Maximilian Delphinius Berlitz (or Maximilien Berlitz, born David Berlizheimer; April 14, 1852 – April 6, 1921) was a linguist and the founder of the Berlitz Language Schools, the first of which he established in 1878 in Providence, Rhode Island.

Life and career
Born David Berlizheimer to Jewish parents in Mühringen, Kingdom of Württemberg, Germany, he and his sister were soon orphaned, and he grew up in a family of educators in the Black Forest. Berlitz was required by law to serve as an apprentice; he chose to work for a watchmaker for three years. He later relocated to France and then to Providence, Rhode Island, United States in 1872.  His first employment was as a teacher of French and German at Warner Polytechnic College, of which he assumed control in 1878 when the owner of the school, Mr. Warner, disappeared with all the prepaid tuition money. When Berlitz became ill, and was unable to teach a French class, he quickly hired Nicholas Joly to replace him and teach the class. Since he had always corresponded with Joly in French, he did not realize that Joly did not speak any English until after he had hired him. Joly taught the class entirely in French (with no translation) by using gestures, pointing to objects and using tone of voice and facial expressions to convey meaning. Berlitz returned to the class six weeks later to find that his students, who had spoken little to no French before Joly began teaching, were conversing semi-fluently in French. Their pronunciation and grammar were also very good. Berlitz used this experience to develop the Berlitz Method, for which only the language to be taught is spoken from the first day of class. Students rely on the same techniques Joly used, rather than translation, to gather meaning and learn grammar and vocabulary.
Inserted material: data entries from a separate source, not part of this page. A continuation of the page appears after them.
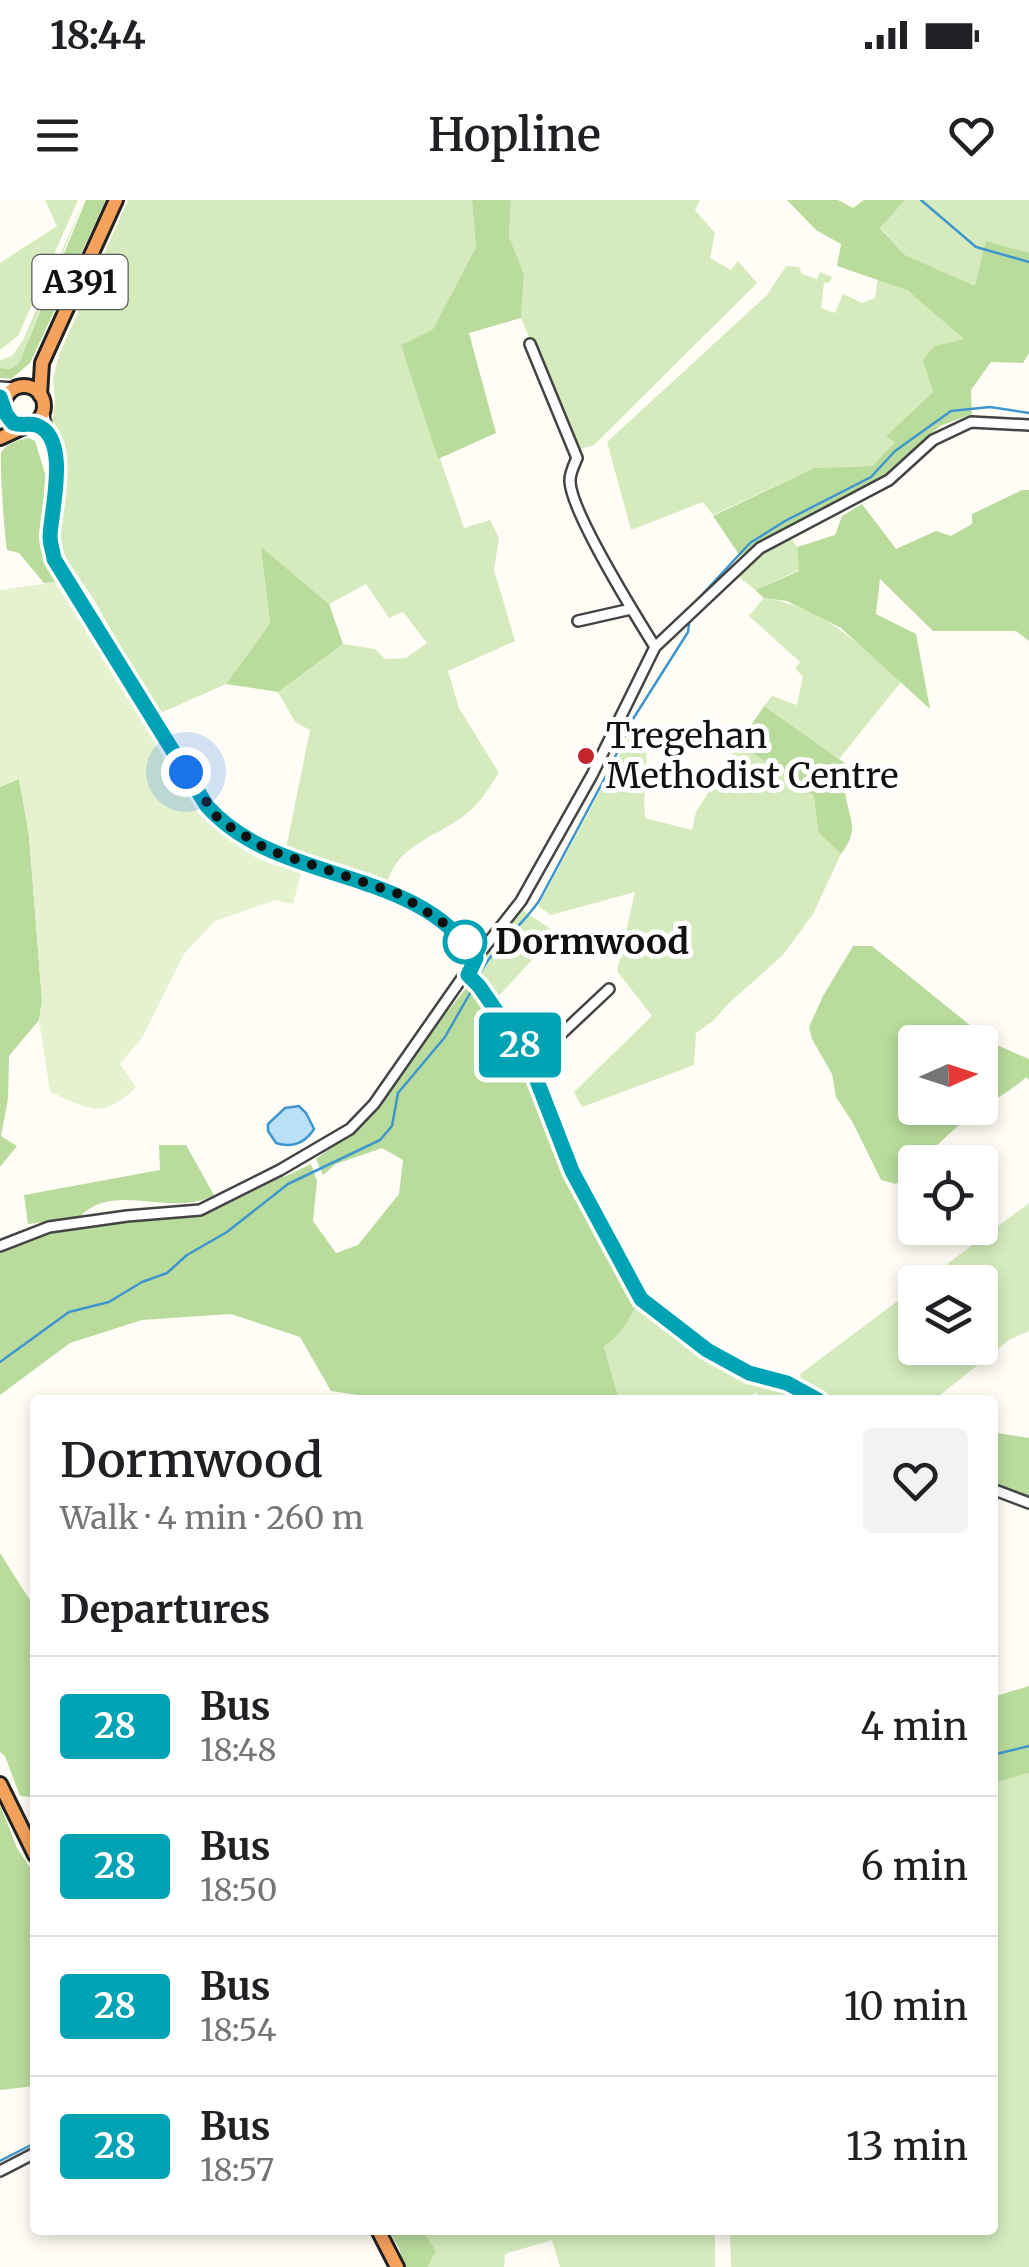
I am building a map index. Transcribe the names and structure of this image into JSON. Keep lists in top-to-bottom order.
{
  "streets": {
    "highway": ["A391"]
  },
  "places": ["Tregehan Methodist Centre", "Dormwood"],
  "lines": ["bus line 28"],
  "north": "right",
  "page": {
    "status": "18:44",
    "header": "Hopline",
    "on_map": "28",
    "heading": [
      ["Dormwood", "Walk · 4 min · 260 m"],
      "Departures"
    ],
    "list": [
      {
        "mark": "28",
        "name": "Bus",
        "note": "18:48",
        "value": "4 min"
      },
      {
        "mark": "28",
        "name": "Bus",
        "note": "18:50",
        "value": "6 min"
      },
      {
        "mark": "28",
        "name": "Bus",
        "note": "18:54",
        "value": "10 min"
      },
      {
        "mark": "28",
        "name": "Bus",
        "note": "18:57",
        "value": "13 min"
      }
    ]
  }
}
After success, Berlitz opened a second language school in Boston in 1880, supplemented by others in New York and Washington, D.C. He went on to establish schools all over the U.S. and in many countries abroad. Between 1880 and 1900 he also began writing about his ideas, developing them into a systematic method, which he then presented in 1900 at the World's Fair in Paris. As the twentieth century opened, he began travelling extensively, making headlines by teaching German Emperor Kaiser Wilhelm II to speak English. Berlitz's fame continued to spread as he received medals of honor from the King of Spain, the government of France, and from many international expositions. He remained active until his death, aged 68, in New York City. He is buried in Woodlawn Cemetery in Bronx, New York.

Mr. Berlitz's method of language learning is still used.  Many books that were originally published during the early- to mid-1900s are still in print.  There are also many schools that are still dedicated to continuing Berlitz's concepts regarding language learning.

The linguist and author Charles Berlitz, his grandson, was for a time the CEO of Berlitz International.

See also 
 Berlitz International

References

External links
 

1852 births
1921 deaths
American educators
American people of German-Jewish descent
Language teachers
19th-century German Jews
German emigrants to the United States
Burials at Woodlawn Cemetery (Bronx, New York)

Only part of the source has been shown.